## [DATA TO EXAMINE]
---*---
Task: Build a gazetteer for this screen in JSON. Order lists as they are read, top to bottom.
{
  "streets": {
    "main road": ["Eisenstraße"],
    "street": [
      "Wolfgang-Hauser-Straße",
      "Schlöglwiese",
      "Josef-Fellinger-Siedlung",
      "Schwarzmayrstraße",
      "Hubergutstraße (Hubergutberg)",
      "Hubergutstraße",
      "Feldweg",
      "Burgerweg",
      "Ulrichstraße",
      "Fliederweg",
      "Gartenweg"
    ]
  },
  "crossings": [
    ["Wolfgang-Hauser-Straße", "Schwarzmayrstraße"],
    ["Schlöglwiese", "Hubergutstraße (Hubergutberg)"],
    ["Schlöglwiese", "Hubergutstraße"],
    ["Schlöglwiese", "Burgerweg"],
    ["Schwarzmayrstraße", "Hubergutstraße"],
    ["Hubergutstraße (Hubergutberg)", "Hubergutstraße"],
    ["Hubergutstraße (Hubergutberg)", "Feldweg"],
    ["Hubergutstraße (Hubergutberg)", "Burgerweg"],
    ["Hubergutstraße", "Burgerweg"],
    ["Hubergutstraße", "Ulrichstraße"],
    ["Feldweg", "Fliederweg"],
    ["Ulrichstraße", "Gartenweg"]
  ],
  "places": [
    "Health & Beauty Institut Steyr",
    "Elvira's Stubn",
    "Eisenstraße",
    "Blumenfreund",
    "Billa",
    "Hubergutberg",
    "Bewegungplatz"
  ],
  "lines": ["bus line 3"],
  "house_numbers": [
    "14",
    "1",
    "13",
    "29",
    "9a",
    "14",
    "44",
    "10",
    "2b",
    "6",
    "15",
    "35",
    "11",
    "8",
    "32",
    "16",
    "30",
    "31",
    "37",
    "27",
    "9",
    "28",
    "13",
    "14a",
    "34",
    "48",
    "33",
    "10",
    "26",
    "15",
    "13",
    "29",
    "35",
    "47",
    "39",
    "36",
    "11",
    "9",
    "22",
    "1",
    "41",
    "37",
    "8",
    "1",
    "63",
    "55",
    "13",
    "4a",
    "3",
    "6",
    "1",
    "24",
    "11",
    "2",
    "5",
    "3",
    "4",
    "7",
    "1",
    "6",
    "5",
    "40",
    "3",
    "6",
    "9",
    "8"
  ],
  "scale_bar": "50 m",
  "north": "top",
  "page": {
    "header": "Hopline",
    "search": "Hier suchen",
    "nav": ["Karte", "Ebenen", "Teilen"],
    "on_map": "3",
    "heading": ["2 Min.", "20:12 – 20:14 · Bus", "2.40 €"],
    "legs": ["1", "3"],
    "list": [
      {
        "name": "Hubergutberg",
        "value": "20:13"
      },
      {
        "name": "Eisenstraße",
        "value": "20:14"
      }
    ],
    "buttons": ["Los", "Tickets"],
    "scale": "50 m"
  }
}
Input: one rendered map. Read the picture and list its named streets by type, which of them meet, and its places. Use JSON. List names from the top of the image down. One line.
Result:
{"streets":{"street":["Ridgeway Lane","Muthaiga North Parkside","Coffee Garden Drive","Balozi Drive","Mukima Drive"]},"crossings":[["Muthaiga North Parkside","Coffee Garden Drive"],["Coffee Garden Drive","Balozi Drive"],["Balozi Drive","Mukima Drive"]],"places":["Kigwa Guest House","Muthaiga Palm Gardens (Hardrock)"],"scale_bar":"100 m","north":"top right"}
---*---
## [ACTIVITY]
If a line of the listing contains the word "Gartenweg", count it, then state only the total.

## [TASK OUTPUT]
2